Der „Rat für die Künste in Berlin“, ein Zusammenschluss von einstmals annähernd 150 Kulturinstitutionen der Stadt, hat sich aufgelöst. Das 1994 gegründete, profilierte Gremium von großen etablierten Institutionen, der Off-Szene und kommunalen Kulturträgern begründete das Ende seiner wichtigen Arbeit für Berlin mit den aktuellen „strukturellen Veränderungen in der Berliner Kulturlandschaft“, wie Sabine Weißler, Sprecherin des Rates und Leiterin des Steglitzer Kulturamts, nach der abschließenden Mitgliederversammlung sagte.

Viele mitwirkende Einrichtungen samt ihren Vertretern seien in den vergangenen Jahren „in Bundeshoheit abgewandert“ – darunter die Akademie der Künste, das Arsenal im Sony-Filmhaus oder die Opernstiftung. Zugleich hätten sich andere Berliner Kultur- und Kunstproduzenten, Tanztheater, Museen und Kulturhäuser in letzter Zeit professioneller organisiert.

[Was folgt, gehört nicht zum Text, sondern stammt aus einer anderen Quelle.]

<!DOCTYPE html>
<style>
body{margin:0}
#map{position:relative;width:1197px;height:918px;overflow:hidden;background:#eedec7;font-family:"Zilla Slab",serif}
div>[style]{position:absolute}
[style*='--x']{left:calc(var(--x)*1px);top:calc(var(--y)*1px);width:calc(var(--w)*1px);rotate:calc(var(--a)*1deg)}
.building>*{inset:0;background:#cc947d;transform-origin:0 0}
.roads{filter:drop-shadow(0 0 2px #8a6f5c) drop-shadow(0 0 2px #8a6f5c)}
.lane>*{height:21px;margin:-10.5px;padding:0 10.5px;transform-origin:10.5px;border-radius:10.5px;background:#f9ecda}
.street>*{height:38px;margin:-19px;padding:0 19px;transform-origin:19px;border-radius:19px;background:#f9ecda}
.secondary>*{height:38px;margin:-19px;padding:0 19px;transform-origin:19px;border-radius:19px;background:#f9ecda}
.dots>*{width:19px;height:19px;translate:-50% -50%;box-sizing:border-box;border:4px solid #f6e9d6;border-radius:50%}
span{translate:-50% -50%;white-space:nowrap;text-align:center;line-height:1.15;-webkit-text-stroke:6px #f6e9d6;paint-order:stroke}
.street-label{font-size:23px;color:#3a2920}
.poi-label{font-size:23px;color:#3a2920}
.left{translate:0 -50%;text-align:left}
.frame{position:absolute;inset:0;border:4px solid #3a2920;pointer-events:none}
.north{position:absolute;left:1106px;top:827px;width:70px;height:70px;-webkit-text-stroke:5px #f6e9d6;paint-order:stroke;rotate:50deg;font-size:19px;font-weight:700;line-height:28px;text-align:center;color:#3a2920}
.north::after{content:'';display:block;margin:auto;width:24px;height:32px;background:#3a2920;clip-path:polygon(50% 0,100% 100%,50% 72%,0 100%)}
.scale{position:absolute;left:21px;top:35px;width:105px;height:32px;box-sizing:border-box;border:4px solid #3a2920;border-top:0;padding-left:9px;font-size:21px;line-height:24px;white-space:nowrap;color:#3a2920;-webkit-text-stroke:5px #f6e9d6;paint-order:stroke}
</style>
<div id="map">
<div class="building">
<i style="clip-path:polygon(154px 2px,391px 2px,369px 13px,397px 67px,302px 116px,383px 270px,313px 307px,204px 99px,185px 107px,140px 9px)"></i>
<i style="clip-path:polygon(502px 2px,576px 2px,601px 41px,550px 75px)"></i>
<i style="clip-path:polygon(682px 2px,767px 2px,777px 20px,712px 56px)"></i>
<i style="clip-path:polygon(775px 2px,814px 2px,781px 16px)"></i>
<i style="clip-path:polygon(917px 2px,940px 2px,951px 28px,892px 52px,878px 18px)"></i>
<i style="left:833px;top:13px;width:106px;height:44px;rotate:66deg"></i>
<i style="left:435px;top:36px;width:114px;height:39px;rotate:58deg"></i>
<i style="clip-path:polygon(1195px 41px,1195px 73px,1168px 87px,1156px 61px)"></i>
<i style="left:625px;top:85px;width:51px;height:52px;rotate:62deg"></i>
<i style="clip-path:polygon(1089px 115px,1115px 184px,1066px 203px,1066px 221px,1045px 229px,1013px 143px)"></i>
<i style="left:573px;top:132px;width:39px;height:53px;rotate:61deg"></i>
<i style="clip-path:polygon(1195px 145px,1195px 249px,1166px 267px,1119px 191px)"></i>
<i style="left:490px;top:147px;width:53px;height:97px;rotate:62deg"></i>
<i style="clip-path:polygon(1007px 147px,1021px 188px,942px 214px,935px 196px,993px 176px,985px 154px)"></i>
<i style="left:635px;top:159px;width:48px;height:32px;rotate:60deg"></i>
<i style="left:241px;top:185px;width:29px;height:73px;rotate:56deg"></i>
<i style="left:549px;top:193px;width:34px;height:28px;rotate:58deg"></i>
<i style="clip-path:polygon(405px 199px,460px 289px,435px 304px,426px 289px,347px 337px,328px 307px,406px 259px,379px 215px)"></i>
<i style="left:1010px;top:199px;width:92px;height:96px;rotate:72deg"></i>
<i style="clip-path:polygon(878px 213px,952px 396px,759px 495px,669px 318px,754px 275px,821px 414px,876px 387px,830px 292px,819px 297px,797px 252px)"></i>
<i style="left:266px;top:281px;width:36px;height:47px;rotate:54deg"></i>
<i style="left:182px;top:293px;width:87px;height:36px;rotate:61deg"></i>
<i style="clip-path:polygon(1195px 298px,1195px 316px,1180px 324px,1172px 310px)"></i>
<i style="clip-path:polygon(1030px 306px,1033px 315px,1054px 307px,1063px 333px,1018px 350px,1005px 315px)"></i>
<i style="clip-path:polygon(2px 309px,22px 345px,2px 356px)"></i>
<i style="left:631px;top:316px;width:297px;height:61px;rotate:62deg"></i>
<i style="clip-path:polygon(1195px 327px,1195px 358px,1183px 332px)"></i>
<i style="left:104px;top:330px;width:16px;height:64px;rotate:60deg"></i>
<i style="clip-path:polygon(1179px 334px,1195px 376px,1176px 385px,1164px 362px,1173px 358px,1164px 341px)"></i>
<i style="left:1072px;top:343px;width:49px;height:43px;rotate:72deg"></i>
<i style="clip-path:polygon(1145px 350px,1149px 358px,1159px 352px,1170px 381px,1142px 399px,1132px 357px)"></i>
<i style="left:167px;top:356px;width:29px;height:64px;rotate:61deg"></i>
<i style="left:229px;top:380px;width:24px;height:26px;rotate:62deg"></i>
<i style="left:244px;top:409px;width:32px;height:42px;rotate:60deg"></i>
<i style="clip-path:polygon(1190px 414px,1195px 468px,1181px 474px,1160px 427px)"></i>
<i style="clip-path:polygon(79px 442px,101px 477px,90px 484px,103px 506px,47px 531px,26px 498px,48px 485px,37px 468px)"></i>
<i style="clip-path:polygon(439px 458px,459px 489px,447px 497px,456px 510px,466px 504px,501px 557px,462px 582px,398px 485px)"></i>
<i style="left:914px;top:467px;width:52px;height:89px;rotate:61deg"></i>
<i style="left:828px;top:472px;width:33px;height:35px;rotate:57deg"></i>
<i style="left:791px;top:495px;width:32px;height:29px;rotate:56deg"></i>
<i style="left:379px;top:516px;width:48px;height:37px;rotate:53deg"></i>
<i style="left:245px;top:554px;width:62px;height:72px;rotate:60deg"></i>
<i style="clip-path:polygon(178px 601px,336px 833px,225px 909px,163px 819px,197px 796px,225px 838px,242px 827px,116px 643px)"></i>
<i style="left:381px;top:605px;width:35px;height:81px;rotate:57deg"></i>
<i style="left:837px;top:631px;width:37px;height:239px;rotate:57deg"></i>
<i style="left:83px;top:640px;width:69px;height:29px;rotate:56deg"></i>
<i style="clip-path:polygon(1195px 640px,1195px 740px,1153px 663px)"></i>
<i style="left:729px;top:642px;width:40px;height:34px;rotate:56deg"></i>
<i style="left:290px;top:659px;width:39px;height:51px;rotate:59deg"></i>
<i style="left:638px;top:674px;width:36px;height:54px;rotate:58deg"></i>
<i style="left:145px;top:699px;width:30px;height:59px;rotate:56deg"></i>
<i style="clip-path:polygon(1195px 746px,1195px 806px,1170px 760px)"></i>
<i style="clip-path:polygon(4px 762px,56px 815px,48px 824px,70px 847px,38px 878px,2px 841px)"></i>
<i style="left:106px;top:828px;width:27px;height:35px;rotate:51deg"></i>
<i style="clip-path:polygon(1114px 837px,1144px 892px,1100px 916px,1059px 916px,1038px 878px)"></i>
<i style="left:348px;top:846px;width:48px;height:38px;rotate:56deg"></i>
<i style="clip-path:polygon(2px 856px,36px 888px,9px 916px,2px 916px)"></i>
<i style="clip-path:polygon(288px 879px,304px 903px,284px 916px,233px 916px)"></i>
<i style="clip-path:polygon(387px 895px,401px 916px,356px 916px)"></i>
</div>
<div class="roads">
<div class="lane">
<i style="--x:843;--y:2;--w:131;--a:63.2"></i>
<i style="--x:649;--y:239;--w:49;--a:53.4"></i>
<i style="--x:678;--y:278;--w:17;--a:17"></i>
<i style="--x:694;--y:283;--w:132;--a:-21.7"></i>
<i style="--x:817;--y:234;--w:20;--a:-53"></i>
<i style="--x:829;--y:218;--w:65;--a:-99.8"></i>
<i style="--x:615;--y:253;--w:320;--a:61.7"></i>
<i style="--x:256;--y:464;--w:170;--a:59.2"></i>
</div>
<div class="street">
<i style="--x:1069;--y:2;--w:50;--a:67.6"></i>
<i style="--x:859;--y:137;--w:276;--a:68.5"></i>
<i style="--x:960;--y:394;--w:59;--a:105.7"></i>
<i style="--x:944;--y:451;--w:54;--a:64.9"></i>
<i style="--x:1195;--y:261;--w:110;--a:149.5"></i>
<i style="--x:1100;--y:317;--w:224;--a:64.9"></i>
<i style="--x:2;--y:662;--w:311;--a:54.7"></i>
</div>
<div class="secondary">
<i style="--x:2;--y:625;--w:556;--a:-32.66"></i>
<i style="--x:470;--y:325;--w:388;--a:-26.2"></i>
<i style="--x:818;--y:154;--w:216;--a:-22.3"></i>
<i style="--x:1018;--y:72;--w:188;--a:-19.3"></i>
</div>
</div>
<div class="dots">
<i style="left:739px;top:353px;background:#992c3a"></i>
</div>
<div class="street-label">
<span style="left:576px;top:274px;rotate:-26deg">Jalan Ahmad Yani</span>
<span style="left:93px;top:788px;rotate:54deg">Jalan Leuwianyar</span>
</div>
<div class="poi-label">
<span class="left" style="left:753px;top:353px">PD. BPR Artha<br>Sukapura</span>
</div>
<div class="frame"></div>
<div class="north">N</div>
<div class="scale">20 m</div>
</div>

Weißler: „Damit haben sich der Beratungsauftrag und die Rolle des Rates geändert.“

Konstituiert hatte sich der Rat, weil nach dem Fall der Mauer 1989 viele Berliner Kultureinrichtungen und die Szene unter enormem Veränderungsdruck standen. Zugleich war zu klären, welchen Anteil der Bund in der neuen Hauptstadtkultur spielen sollte. Der Rat für die Künste, zu dem namhafte Kulturpolitiker und Kunstproduzenten wie Nele Hertling, Christoph Stölzl, Thomas Langhof oder Jürgen Schitthelm zählten, machte es sich zur Aufgabe, Politik und Institutionen kulturpolitisch zu beraten.

So mischte sich von 1995 an der Rat bei der Auswahl des jeweiligen Kultursenators mit ein. 1996 verlangten die Mitglieder, dass die Bedeutung von Kunst und Kultur „explizit und dezidiert“ im Koalitionsvertrag festgeschrieben werden sollte. Außerdem forderten sie, dass der Kulturbereich weniger drastisch mit Sparauflagen belastet werden soll. Auf die Initiative des Rates geht auch zurück, dass der Hauptstadtkulturfonds zur Förderung von Kunstprojekten in Berlin eingerichtet wurde.

Nach Angaben von Weißler hat der Orientierungswandel vieler Einrichtungen wie beim Tanz oder bei der neuen Musik zu neuen Organisationsformen den Rat vor die Frage gestellt, welche Zielsetzungen zukünftig relevant würden. Darauf sei keine Antwort gefunden worden.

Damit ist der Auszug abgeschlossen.